Engineering is working on three fronts with sanitation firms: customer service, operational efficiency and new business models/sources of monetization, said the executive.
“The modernization brought by the legal framework for sanitation forces companies to undergo a transformation similar to what took place in the telecommunications sector in previous decades, in which the customer went from being held 'hostage' by a monopoly service to becoming the center of corporate action," Di Cesare said.
The [end] customer, he added, is not just a passive user and must be served proactively with quality and agility.
“Providing a better customer service involves improving companies' knowledge (data) about their clients for a differentiated experience. In that, we have innovative projects and solutions that allow companies to stand out in the market.”
In operational efficiency, Engineering is offering solutions for smart operations, data-driven applications, digital twins, sensors to collect information, cloud storage and machine learning to identify patterns and predict scenarios.
One of the main solutions being deployed by Engineering is the AI-powered DHuO Data, which predicts losses in the distribution of collected water through sensors that monitor water consumption.

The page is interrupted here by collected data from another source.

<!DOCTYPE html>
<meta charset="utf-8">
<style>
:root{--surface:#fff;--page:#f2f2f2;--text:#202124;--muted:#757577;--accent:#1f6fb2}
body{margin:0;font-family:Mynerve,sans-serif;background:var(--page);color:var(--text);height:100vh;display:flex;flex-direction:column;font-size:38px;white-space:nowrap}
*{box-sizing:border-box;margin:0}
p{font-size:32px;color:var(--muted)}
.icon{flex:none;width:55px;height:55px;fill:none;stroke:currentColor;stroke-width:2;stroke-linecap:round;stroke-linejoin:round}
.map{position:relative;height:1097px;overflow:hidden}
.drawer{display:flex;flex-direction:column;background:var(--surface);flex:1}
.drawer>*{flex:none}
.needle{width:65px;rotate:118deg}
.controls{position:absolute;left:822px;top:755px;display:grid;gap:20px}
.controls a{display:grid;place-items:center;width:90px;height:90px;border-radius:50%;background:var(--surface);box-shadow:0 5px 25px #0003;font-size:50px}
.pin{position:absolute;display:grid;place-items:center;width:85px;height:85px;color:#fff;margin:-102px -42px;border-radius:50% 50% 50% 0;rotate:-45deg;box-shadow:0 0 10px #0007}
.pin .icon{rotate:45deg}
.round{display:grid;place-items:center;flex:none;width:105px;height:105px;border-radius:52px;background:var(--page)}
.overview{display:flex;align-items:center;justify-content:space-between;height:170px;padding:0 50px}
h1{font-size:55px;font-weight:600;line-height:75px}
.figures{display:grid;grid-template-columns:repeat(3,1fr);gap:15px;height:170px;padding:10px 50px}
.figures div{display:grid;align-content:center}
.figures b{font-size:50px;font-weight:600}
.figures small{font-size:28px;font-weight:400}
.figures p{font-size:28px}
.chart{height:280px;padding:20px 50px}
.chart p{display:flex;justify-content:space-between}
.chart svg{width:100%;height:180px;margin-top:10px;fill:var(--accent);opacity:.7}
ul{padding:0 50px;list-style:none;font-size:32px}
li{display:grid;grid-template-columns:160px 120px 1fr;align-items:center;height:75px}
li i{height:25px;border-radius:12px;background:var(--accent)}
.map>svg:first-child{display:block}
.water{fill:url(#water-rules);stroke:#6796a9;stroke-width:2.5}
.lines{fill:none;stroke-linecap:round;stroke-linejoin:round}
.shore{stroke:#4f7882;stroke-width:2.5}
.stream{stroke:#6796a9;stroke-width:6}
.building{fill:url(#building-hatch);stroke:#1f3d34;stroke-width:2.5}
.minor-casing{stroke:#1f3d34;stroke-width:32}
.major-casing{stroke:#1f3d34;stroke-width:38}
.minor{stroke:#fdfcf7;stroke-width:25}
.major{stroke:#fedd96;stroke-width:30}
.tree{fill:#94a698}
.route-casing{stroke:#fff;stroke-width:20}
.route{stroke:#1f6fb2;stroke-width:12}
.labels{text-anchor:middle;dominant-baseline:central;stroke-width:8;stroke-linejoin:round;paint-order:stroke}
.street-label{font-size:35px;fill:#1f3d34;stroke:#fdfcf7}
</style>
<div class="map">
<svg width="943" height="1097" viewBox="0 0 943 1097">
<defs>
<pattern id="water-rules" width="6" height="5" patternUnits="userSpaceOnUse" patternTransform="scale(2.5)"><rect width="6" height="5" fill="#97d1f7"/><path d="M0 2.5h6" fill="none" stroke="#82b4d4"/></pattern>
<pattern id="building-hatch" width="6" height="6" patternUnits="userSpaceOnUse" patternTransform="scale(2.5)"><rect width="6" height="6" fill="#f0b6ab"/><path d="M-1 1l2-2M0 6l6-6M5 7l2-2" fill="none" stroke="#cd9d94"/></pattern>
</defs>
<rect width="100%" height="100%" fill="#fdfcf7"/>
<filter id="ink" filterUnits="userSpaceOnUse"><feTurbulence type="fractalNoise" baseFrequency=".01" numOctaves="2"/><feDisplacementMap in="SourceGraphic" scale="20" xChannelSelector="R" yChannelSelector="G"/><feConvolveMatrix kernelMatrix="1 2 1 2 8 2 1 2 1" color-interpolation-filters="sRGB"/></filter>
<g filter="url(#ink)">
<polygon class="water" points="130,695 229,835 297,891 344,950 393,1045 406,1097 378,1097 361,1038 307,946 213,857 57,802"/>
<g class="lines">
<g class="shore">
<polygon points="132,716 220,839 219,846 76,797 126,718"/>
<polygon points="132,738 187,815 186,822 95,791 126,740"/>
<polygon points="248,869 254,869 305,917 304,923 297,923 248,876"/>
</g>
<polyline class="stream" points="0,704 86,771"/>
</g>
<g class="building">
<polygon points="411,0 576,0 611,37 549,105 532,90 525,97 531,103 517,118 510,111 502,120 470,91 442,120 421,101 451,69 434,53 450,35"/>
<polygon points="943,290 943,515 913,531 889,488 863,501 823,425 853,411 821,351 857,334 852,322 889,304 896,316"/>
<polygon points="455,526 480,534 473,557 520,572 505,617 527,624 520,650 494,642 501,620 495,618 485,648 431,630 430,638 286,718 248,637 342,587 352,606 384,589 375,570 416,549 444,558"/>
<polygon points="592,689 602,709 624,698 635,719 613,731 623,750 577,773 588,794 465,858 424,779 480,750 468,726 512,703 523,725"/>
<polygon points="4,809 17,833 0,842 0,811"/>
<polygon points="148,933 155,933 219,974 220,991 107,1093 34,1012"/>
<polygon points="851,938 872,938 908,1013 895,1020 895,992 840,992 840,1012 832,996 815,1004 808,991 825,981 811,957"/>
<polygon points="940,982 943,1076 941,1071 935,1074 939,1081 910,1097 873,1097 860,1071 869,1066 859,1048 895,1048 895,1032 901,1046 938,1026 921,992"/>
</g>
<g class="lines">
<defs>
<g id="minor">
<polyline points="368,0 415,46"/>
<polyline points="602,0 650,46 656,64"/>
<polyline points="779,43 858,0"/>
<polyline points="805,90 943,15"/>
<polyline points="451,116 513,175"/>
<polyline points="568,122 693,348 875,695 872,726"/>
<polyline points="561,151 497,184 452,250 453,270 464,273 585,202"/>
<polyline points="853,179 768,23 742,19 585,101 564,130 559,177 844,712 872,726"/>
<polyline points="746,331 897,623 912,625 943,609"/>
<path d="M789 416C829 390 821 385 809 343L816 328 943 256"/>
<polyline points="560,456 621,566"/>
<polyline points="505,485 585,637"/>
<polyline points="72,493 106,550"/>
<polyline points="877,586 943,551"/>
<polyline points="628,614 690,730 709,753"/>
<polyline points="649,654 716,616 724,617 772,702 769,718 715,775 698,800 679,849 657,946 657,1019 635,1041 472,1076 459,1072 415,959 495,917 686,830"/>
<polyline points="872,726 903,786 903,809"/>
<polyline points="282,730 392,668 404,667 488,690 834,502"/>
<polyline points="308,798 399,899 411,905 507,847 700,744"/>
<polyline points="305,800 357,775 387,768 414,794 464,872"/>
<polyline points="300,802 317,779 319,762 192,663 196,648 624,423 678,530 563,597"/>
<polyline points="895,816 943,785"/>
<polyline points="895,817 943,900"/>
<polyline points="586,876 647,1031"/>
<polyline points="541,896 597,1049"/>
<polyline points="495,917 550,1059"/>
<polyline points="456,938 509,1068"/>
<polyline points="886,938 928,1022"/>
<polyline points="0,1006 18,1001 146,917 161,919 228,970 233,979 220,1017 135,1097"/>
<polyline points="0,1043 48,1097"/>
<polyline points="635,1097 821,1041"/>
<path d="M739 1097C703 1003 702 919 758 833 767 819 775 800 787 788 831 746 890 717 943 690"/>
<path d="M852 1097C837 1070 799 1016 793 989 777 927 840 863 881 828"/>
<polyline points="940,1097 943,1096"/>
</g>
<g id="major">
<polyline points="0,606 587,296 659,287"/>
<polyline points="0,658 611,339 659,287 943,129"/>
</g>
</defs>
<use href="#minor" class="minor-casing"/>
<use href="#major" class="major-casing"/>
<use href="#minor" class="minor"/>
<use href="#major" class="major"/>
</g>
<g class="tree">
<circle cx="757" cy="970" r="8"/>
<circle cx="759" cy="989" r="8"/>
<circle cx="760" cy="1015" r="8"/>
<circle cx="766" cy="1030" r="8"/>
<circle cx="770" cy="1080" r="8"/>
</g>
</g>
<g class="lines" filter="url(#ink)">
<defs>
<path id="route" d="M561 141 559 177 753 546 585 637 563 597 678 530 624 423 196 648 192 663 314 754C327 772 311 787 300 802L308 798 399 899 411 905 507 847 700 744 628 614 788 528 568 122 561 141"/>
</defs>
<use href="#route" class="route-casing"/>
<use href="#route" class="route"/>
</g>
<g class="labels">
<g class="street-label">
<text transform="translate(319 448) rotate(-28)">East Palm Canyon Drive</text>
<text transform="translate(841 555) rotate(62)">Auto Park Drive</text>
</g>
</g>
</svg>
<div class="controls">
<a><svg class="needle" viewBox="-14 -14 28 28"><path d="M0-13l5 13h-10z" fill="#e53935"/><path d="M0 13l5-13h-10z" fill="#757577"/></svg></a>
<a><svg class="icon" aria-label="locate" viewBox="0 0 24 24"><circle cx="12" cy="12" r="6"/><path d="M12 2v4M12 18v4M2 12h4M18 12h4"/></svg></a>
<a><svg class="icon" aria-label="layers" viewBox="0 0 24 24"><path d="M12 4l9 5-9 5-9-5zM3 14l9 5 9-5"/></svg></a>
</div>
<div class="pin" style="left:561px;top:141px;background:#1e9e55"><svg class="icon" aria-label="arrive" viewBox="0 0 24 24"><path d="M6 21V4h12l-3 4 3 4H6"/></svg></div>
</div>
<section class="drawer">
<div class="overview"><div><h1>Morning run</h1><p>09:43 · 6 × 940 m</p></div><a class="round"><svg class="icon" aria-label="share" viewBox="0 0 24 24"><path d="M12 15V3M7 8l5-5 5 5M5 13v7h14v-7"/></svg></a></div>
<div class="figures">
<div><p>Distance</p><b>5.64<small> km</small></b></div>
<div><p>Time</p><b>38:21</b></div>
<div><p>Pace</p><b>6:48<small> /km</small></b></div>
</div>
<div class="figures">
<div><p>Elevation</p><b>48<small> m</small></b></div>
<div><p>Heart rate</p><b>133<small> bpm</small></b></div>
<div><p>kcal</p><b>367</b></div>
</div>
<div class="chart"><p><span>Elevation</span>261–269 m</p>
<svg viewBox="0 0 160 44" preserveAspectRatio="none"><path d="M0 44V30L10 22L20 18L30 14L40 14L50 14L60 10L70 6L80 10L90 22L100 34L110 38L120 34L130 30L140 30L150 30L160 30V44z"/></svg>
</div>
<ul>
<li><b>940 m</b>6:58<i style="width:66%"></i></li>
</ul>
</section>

Di Cesare said Engineering is also helping companies in the sector to explore new ways to monetize assets and raise revenues, such as by making data available via Application Programming Interfaces [API] to external ecosystems or providing value-added services (VAS), offered by third parties in a marketplace format.
New services offered to customers could include insurance sales, water tanks, premium services, cleaning, among other things, he said.
According to the executive, the new legal framework makes the segment attractive for private investment, establishing clear objectives and efficiency indicators, and that is producing a big push for investments in technology.
As for the macro and political contexts, he said: “It would be naive to say that politics has no impact. In fact, it’s impossible to say that the sector doesn’t have natural exposure to politics. Sanitation works have an environmental and social bias and it’s not by luck that they face great difficulties in execution and completion."
The executive referred to figures from the federal audit court (TCU), which show that Brazil has a backlog of more than 14,000 unfinished water and sanitation works under contracts totaling 144bn reais.
The sanitation sector in particularly has a large number of stalled or unfinished projects, mainly due to poor quality of the initiatives, lack of funds or incapacity of the contracted company to carry them out. Most of these go back to the period before the new legal framework was put in place.
“But there’s no alternative. Investment in sanitation has grown and will grow a lot in the coming years. Brazil has a lag in that area, as it doesn’t match its status as a great world economic power," said Di Cesare.
The investments in the sector also have long-term benefits, as each real invested in basic sanitation saves four reais in health spending, according to estimates based on World Health Organization (WHO) projections.
“The adoption of technology in a journey of digital transformation is essential for the sanitation industry to help Brazil catch up and reach the levels it should have," Di Cesare said.